How to cope with redundancy

We’re all likely to be affected by periods of redundancy at some point in our lives, whether we face it personally or are supporting someone close to us. And with today’s economic struggles, more and more of us are finding ourselves out of a job. It’s a hard pill to swallow, especially if you have been at a company for a long time, or have consistently been a high performer. 

 

If you have experienced being laid off, I’m sure you can attest to the dozens of different emotions you cycle through almost daily. There’s anger, frustration, anxiety, sadness, maybe even happiness or relief. With so much uncertainty it’s easy to see how quickly this can lead to feelings of stress and overwhelm. 

 

If you find yourself in this position, the first thing to remember is that it isn’t personal. Lay-offs can happen for any number of reasons and you may feel like perhaps you were hand-chosen for redundancy but that is never the case. Naturally you will begin to worry about no longer having a secure income. Perhaps you have your rent or mortgage to pay, or you are providing the main income to support your family, and without it you will struggle to pay bills and keep up with your daily expenses. 

 

It’s important to pause and take a breath here. You can imagine how quickly these feelings of worry can spiral out of control into anxiety and panic. Take the time to reflect on where you are at this moment. Many people tend to bury their heads in the sand and remain in denial or plough on regardless without acknowledging their feelings. Stopping to take stock and accept your situation is usually the first step towards getting to the other side. 

 

Next, make a plan.
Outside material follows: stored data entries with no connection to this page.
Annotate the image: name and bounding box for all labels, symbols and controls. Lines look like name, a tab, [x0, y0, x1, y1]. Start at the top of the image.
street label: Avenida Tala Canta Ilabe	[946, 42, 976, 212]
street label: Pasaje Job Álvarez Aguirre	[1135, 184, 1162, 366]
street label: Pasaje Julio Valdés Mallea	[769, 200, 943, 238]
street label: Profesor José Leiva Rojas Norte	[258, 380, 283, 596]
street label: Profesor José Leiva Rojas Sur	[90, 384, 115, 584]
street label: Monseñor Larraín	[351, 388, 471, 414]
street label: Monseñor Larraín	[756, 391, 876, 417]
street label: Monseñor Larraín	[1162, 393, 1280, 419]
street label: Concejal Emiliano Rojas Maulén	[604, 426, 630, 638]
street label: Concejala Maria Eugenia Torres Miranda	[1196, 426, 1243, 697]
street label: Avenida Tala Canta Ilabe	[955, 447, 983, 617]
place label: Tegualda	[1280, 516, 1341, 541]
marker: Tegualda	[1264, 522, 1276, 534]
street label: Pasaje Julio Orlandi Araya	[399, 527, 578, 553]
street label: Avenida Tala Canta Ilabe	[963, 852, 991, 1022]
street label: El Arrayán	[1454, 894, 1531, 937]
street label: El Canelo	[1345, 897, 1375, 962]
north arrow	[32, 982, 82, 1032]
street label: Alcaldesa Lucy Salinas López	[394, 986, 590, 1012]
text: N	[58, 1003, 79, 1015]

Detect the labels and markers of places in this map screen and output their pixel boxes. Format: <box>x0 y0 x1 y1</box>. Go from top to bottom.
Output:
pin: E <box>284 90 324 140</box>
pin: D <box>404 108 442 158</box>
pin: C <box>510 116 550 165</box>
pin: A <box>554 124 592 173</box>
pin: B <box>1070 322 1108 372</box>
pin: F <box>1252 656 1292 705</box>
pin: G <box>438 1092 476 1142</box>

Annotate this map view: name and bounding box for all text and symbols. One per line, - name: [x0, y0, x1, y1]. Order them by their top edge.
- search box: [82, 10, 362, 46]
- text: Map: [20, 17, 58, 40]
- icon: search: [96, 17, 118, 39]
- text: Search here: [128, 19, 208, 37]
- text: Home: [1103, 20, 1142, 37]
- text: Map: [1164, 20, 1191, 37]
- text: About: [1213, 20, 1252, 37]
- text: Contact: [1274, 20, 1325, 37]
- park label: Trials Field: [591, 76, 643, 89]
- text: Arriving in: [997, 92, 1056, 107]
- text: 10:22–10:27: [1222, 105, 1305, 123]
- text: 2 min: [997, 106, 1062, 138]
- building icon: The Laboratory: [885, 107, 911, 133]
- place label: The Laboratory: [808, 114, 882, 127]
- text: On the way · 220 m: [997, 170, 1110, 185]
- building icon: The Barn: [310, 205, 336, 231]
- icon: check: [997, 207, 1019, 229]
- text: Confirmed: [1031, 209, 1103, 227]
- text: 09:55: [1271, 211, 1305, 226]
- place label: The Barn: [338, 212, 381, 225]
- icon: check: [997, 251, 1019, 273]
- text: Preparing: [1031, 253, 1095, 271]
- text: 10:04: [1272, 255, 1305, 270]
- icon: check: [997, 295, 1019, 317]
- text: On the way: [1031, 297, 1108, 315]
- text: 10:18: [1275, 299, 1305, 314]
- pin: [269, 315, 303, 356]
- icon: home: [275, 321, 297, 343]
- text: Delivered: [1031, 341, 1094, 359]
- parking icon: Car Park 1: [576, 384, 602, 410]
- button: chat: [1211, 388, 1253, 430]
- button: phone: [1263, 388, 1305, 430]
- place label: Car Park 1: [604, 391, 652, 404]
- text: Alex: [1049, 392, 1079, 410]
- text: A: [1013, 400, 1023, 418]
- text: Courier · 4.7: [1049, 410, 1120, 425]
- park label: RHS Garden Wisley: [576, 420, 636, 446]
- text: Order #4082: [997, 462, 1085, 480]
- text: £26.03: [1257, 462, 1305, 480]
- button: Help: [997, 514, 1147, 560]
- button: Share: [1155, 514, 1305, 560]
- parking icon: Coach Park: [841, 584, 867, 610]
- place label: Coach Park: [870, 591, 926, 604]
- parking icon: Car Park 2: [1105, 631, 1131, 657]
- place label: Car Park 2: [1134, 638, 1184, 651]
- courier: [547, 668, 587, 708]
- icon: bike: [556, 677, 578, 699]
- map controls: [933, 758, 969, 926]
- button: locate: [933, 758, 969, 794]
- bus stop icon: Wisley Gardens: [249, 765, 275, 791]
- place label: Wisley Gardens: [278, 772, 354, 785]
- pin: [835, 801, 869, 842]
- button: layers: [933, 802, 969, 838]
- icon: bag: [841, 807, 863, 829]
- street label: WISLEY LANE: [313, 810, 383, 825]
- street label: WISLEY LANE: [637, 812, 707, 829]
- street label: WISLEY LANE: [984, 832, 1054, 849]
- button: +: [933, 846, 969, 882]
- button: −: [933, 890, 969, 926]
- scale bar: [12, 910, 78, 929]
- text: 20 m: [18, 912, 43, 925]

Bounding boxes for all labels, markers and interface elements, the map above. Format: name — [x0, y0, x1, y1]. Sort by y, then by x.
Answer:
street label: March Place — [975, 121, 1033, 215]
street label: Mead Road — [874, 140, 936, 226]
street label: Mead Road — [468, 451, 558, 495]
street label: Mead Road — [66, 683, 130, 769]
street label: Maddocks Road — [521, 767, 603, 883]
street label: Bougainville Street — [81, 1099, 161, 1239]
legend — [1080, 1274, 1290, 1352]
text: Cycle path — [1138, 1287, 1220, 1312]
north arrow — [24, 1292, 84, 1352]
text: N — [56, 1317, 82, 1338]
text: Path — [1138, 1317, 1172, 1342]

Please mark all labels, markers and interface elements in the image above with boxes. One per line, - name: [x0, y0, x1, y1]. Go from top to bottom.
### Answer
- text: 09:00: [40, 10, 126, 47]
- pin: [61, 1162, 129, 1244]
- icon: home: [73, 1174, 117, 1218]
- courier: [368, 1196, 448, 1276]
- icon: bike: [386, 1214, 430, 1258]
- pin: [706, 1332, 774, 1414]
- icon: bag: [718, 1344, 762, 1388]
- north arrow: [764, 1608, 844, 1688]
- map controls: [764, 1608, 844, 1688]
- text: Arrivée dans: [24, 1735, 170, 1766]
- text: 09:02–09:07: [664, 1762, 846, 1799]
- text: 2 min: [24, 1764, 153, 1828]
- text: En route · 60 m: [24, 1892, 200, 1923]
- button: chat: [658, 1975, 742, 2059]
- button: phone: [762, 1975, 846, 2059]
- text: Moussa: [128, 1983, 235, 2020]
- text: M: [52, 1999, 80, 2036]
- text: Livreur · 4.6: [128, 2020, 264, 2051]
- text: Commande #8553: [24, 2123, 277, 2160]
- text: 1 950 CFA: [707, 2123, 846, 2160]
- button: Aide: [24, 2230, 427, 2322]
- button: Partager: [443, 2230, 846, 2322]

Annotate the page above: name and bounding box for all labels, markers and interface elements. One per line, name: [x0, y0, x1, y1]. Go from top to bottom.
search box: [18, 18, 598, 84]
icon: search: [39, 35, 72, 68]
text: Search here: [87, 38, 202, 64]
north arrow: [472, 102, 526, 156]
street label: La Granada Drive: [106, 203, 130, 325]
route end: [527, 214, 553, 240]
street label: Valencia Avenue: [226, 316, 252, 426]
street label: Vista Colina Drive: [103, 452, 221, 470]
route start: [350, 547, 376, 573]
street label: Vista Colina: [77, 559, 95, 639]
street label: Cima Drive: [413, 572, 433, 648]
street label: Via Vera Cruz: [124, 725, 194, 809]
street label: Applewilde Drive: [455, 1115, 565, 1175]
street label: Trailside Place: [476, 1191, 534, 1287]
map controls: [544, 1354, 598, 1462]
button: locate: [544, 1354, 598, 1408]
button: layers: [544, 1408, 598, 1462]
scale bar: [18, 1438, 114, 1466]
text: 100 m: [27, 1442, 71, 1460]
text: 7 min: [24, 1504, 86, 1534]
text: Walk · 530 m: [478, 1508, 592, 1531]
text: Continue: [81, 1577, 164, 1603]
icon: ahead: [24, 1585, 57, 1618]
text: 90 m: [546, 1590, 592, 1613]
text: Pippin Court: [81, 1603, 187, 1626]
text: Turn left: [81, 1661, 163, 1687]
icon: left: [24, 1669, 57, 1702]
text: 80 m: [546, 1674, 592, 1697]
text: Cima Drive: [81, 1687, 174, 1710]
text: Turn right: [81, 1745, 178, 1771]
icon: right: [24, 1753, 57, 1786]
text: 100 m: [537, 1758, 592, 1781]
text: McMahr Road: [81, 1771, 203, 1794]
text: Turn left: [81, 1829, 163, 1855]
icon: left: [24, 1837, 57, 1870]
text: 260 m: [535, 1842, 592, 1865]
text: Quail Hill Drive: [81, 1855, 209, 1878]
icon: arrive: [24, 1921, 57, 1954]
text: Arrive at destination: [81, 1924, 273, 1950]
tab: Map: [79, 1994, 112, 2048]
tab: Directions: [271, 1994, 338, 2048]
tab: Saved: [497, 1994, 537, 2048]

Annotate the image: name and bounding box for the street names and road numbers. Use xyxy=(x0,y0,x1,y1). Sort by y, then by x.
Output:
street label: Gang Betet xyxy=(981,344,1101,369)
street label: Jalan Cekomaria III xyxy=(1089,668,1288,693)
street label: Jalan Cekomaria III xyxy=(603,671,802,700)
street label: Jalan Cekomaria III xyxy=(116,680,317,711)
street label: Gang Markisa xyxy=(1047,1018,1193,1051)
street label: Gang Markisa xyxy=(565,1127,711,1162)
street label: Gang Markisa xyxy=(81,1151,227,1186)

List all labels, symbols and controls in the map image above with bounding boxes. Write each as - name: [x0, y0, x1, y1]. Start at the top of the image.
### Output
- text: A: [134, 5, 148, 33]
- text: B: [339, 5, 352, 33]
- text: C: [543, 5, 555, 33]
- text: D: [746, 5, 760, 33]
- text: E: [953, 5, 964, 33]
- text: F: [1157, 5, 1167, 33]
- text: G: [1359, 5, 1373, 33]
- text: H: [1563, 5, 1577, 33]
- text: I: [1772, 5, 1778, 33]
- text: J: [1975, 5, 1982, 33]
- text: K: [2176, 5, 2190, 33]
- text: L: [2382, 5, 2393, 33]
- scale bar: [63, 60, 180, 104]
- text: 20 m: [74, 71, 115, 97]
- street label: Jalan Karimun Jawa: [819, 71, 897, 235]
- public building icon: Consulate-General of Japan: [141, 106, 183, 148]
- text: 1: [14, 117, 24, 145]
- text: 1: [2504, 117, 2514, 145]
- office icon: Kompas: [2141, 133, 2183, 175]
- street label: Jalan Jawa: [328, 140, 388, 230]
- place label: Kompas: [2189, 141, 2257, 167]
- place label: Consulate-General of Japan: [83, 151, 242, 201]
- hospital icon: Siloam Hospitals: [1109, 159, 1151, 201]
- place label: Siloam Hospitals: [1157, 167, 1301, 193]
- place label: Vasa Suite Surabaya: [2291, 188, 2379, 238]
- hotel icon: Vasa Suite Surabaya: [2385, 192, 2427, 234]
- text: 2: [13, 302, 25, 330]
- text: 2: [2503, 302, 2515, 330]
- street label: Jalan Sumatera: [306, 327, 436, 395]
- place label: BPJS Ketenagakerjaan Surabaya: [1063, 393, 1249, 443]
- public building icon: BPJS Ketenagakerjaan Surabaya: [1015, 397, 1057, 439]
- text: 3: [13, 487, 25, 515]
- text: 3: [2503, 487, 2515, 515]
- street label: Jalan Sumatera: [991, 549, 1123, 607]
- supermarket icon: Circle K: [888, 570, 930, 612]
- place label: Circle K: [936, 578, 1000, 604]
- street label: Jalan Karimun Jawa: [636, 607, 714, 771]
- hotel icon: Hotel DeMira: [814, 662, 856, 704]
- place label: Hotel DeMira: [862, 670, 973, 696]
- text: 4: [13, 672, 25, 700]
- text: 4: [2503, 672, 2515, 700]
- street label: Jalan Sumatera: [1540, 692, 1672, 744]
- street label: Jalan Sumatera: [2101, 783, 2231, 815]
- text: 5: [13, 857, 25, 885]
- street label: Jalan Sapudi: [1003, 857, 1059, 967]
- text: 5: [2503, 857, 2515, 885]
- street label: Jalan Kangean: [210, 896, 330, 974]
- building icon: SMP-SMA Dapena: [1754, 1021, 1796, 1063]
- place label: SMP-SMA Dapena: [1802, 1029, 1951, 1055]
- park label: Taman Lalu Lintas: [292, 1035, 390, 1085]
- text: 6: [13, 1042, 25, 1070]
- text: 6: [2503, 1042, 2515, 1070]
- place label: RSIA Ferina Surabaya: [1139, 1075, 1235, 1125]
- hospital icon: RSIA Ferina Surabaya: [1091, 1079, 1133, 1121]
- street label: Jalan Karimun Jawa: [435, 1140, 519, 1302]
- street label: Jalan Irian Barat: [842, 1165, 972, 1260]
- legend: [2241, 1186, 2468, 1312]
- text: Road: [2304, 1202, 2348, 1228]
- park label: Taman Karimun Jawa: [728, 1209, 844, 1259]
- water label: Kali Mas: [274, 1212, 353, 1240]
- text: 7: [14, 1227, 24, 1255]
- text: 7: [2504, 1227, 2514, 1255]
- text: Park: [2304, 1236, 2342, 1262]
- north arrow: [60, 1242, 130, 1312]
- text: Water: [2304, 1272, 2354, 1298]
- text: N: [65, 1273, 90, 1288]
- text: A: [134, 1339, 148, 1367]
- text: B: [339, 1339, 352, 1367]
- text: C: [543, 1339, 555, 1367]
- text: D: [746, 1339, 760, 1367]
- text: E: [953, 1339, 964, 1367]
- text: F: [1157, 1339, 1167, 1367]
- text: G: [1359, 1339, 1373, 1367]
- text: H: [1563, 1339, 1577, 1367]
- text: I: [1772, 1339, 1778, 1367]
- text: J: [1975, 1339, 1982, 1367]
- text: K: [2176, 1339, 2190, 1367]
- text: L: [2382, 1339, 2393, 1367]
Do you need to jump straight into looking for your next role or would it be better for you at this moment to take some time to rest and recover? Ultimately this will depend on your personal finances, but sometimes time spent relaxing can bring you closer to what you really want in life. Many people at this stage often decide that they’d like to set up their own business or change their career entirely. Whatever you choose to do, make sure that you are completely clear with what you want before proceeding. I’ve heard many stories of people rushing straight into their next job without doing their homework and ending up more stressed and unhappy as a result.

 

During a period of redundancy, you may find yourself struggling with a change in routine, and this is completely normal. It’s incredibly difficult to go from your normal day-to-day activities to having to find things to occupy the time you would have previously spent working. If you are planning to go straight into job hunting, try to shape a little routine around researching and applying for new roles. It can be so easy to throw yourself into finding your next role, but by doing so you are opening the door to increased stress and overwhelm. Start by building an hour or two into your day to review your CV and browse the various job adverts. Make sure you aren’t spending all day doing this as it will start to feel like another job in itself, and you’ll quickly become frustrated and disengaged!

 

Inevitably, in any new job search you’re likely to face rejection, and this can be difficult to cope with, especially if you’re already feeling a little emotionally exhausted. Maintaining a positive mindset is immensely challenging in these situations, but if you can do so, it’ll make your period of redundancy significantly less daunting and stressful. You can find more articles about mindset and life transitions in my blog. 

 

As a Mindset Coach, I can teach you valuable techniques to manage stress, build resilience, and navigate life’s challenges with ease using the power of your mind. Whether you’re experiencing a significant change, a career shift, or a personal transformation, coaching can help you navigate these transitions with grace. Let’s embark on this transformative journey together…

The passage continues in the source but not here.